Well I don’t know if they contribute to each other. They’re very different. I’ve got about eight pieces of music with partial lyrics that I’m working on right now. I don’t have eight finished songs, but I have about eight pieces that are in the mix that I really like. Maybe when it’s done, I can look back on it and say “well, that was kind of influenced by this,” but there’s just no way to see it ahead of time. I have no idea. I’m excited to make the record, though.
It’s been a long time since I’ve started a record and didn’t think I was fucking dying. Saturday Nights & Sunday Mornings, it started out as just Saturday Nights and when we started to make that record, I didn’t know if I was going to make any other records after that. That was me losing my mind and as I sort of got better during the making of it, sort of, a little….I was able to turn things around a little bit….it’s not better, but it’s not going down a hole anymore. So we ended up with the Sunday Mornings part as well but I went into that [whole] record feeling doomed. So it’s been a while since I really felt like writing songs about stuff and [also] going and making a record. Then I’m [also] actually excited about going and touring it and doing all kinds of things next year.
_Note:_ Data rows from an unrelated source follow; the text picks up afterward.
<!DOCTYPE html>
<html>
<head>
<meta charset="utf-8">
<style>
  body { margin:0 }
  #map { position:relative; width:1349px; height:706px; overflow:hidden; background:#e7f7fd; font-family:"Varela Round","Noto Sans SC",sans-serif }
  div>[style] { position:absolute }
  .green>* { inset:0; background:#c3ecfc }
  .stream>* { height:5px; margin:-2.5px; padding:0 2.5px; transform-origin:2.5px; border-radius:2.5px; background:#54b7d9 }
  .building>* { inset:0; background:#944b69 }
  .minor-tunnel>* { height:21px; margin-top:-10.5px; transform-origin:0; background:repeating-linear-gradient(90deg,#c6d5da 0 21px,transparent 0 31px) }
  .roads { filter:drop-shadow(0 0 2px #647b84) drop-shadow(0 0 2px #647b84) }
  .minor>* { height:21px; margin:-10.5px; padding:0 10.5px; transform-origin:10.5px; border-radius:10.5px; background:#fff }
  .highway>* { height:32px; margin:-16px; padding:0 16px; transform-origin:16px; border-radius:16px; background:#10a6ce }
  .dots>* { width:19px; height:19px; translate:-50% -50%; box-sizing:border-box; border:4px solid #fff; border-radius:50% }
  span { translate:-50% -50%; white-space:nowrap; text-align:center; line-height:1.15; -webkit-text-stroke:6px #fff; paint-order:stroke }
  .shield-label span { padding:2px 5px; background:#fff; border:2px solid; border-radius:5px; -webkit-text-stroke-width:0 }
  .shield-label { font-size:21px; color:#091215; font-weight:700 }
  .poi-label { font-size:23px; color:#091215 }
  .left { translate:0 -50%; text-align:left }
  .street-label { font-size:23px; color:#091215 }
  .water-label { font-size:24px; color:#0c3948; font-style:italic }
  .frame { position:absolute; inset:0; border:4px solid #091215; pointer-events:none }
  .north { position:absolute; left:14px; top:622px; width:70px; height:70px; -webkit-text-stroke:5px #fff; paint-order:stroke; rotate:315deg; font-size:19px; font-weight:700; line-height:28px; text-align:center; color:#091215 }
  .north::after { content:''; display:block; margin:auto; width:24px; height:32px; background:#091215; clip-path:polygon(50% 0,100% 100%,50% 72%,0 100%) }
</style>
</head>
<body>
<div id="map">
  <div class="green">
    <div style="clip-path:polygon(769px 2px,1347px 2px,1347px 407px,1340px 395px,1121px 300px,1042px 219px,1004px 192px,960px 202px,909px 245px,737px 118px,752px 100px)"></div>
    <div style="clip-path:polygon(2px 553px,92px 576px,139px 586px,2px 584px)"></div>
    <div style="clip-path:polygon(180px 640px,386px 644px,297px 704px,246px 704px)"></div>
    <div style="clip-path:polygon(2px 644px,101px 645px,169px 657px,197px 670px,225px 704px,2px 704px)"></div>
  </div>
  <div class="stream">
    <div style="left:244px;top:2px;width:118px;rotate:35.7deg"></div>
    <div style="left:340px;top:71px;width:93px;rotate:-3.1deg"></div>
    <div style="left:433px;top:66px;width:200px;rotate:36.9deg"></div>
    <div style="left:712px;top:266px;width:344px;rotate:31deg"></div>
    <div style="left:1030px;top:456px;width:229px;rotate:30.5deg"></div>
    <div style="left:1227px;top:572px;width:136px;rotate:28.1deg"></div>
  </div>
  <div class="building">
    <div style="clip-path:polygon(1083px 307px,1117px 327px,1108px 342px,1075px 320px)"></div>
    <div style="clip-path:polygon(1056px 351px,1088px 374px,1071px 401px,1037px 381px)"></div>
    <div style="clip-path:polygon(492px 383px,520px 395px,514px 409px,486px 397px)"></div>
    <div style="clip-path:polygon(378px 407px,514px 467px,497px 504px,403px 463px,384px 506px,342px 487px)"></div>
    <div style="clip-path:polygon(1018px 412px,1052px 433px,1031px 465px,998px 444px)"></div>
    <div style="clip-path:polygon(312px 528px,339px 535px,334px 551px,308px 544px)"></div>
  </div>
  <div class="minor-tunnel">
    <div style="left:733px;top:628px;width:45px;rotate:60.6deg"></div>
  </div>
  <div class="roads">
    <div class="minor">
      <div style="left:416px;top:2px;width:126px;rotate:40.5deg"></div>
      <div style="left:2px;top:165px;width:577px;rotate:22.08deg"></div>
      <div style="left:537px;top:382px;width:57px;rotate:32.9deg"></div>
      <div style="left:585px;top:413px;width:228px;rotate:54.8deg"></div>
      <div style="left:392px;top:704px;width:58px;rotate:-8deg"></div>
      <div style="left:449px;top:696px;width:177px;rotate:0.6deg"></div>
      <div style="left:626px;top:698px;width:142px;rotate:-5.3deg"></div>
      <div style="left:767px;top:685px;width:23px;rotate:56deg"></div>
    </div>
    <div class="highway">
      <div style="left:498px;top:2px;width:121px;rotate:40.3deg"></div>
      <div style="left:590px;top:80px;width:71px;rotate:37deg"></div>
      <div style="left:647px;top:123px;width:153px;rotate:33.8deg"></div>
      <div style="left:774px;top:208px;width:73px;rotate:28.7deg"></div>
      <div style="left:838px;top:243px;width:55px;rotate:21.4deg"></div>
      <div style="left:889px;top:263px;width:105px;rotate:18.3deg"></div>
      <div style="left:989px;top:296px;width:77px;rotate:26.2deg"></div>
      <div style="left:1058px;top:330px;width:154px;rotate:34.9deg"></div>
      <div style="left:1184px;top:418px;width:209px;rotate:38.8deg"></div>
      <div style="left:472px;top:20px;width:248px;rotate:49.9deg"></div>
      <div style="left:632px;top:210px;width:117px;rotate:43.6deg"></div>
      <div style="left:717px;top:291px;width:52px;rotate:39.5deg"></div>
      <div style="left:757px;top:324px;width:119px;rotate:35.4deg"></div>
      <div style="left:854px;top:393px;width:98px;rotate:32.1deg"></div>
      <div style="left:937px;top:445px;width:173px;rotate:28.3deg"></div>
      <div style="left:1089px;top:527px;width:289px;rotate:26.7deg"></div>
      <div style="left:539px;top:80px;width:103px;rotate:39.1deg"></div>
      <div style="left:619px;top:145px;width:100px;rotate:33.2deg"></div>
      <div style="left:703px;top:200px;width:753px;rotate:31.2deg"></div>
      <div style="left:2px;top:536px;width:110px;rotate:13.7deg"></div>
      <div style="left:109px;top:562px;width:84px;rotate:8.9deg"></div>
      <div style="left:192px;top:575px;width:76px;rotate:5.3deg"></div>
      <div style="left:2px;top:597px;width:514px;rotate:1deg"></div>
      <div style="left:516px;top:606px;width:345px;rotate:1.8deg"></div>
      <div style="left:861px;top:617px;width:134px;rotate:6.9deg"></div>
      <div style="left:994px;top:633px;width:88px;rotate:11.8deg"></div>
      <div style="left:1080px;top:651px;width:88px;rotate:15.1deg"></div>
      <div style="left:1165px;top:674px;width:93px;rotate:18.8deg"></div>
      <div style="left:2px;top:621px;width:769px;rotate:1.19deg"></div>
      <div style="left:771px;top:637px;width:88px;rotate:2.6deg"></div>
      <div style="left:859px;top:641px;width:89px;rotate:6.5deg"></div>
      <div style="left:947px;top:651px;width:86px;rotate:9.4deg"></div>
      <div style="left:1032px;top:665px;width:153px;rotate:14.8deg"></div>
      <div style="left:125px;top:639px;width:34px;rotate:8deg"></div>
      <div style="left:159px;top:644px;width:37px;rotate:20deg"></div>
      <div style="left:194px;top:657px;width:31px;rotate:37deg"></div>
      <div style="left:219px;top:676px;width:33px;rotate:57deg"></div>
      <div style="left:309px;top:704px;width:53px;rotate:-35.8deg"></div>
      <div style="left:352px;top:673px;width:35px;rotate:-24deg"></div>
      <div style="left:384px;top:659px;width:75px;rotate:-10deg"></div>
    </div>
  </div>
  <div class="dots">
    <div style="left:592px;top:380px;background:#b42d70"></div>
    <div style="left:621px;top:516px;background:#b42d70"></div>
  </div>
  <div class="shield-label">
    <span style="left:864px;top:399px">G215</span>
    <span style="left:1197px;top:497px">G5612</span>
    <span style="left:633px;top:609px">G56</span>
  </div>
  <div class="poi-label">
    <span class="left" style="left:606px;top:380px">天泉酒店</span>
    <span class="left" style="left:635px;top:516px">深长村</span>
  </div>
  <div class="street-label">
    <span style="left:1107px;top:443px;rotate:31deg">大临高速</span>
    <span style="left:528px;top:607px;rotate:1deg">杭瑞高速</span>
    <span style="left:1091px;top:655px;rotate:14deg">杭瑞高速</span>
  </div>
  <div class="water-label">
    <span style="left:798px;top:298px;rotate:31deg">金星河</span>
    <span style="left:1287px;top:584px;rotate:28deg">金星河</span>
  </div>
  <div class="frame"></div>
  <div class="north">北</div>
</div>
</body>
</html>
I’ve finally been excited about all of this, especially with the way we’re playing lately. It’s just crazy good.
Matt: How did you work past all of that and get back into the frame of mind where you wanted to make new music again?
I spent a lot of time last year weaning myself off of all of these medications that I was on that were prescribed to me but it was probably way too much. I think it was probably because I was at a time where I was really having a hard time, so the medications were prescribed to keep me safe, but they were also like keeping me inside amber. I spent eight or nine months coming off all of those drugs. And then I really do think that making Underwater Sunshine has changed the band in a lot of ways. It opened up everyone’s perspective, because for some reason, like two shows into that tour, we just started playing really well and it just got better and better and better and better.
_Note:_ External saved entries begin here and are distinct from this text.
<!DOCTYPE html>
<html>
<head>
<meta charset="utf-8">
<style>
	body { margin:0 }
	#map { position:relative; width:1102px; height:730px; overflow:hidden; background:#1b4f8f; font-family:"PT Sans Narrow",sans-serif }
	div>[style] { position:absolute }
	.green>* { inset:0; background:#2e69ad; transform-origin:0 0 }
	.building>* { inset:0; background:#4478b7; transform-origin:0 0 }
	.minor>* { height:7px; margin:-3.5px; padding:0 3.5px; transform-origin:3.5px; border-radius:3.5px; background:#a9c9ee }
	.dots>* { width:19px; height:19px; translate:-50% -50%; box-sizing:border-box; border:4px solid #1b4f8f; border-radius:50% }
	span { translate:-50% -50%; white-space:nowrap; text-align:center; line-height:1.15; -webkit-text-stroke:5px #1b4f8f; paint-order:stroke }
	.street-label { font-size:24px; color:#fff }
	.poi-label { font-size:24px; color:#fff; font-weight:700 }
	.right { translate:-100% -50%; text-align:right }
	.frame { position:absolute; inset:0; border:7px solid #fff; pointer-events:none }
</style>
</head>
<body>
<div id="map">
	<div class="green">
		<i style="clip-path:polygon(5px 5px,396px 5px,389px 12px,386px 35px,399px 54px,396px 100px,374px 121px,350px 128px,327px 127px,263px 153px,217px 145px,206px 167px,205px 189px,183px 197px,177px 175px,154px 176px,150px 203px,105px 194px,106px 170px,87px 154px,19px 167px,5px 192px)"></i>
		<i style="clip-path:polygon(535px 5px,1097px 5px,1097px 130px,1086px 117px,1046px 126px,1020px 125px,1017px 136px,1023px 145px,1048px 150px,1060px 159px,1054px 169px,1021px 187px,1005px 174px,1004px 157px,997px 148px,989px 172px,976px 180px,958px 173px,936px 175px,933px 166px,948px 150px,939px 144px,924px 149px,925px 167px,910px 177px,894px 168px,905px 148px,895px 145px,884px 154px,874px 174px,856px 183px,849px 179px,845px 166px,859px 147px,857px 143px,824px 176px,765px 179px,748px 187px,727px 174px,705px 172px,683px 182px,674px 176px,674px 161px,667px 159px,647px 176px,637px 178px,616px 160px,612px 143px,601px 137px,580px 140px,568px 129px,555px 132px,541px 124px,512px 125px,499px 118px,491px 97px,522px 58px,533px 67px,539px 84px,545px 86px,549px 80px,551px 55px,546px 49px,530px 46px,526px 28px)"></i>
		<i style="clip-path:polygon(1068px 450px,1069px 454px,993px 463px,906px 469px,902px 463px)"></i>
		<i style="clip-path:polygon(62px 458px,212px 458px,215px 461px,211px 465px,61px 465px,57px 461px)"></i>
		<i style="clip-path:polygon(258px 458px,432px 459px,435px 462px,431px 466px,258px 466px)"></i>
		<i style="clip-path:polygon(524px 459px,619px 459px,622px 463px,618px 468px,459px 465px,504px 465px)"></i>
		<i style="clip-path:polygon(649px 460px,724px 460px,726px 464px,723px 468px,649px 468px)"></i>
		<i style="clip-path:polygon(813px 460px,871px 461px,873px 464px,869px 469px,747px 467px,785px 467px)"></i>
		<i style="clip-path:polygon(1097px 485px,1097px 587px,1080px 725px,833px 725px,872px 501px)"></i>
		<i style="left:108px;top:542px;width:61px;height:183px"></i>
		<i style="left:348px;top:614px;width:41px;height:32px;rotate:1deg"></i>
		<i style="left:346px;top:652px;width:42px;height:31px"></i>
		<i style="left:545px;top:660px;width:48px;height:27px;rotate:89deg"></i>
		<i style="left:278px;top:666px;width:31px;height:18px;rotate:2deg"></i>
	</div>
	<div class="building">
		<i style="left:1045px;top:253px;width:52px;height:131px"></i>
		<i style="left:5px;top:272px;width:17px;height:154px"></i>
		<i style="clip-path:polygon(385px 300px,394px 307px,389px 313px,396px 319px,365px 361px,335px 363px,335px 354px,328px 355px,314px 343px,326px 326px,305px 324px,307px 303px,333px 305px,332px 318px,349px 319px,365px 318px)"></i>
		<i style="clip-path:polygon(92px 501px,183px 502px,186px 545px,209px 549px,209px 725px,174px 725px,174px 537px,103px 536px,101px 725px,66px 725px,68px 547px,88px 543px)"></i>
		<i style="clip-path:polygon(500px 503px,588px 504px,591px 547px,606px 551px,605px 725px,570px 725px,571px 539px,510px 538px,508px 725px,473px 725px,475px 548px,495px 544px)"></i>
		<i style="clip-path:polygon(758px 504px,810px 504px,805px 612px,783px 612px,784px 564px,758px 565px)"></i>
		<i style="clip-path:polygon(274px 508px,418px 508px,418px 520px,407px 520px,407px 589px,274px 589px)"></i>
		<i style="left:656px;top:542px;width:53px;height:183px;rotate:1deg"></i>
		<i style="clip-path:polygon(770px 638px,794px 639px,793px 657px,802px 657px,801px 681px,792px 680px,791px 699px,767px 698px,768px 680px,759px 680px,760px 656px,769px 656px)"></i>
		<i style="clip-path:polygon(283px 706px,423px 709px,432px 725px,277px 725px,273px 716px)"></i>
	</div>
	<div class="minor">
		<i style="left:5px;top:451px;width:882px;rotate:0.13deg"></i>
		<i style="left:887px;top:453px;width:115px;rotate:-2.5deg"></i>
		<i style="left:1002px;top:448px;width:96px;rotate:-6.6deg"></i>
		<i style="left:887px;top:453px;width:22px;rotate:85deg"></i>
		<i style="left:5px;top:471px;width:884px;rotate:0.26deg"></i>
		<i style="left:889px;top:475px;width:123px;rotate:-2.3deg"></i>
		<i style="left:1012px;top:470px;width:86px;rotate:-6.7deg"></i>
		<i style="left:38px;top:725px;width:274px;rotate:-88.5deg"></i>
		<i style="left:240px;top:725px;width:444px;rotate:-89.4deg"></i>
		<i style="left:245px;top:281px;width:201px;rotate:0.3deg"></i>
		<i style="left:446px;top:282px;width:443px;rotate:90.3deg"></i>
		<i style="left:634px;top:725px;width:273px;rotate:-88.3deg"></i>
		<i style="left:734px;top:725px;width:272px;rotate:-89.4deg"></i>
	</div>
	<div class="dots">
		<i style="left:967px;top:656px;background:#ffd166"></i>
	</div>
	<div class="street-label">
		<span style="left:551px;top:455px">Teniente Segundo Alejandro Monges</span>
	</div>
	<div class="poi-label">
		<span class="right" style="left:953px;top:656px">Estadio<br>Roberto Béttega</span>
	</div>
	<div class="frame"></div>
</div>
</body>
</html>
It’s some combination of…the band is just spectacular right now and I’ve spent two or three years, thanks to Ryan in large part, surrounded by all of these other bands and for the first time in a long time, I feel like I have a peer group. You know, when you start off in Berkeley or San Francisco or wherever you’re from, all of your friends play music too, or at least a lot of them do. You have a whole group of friends who play in bands and it really is nice.Then all of your friends either quit the band eventually or you just sort of don’t have peers anymore — unless you’re going to go to the Grammys and hang out with that crowd. That’s just never been my thing, really. But the last three years with the Outlaw Roadshow and all of this stuff, it’s been kind of great. I wouldn’t say I’m fully healthy — my brain is still a mess, but I don’t feel like I’m dying and I feel like I’m doing really well and playing and that’s kind of nice. It’s full of possibilities.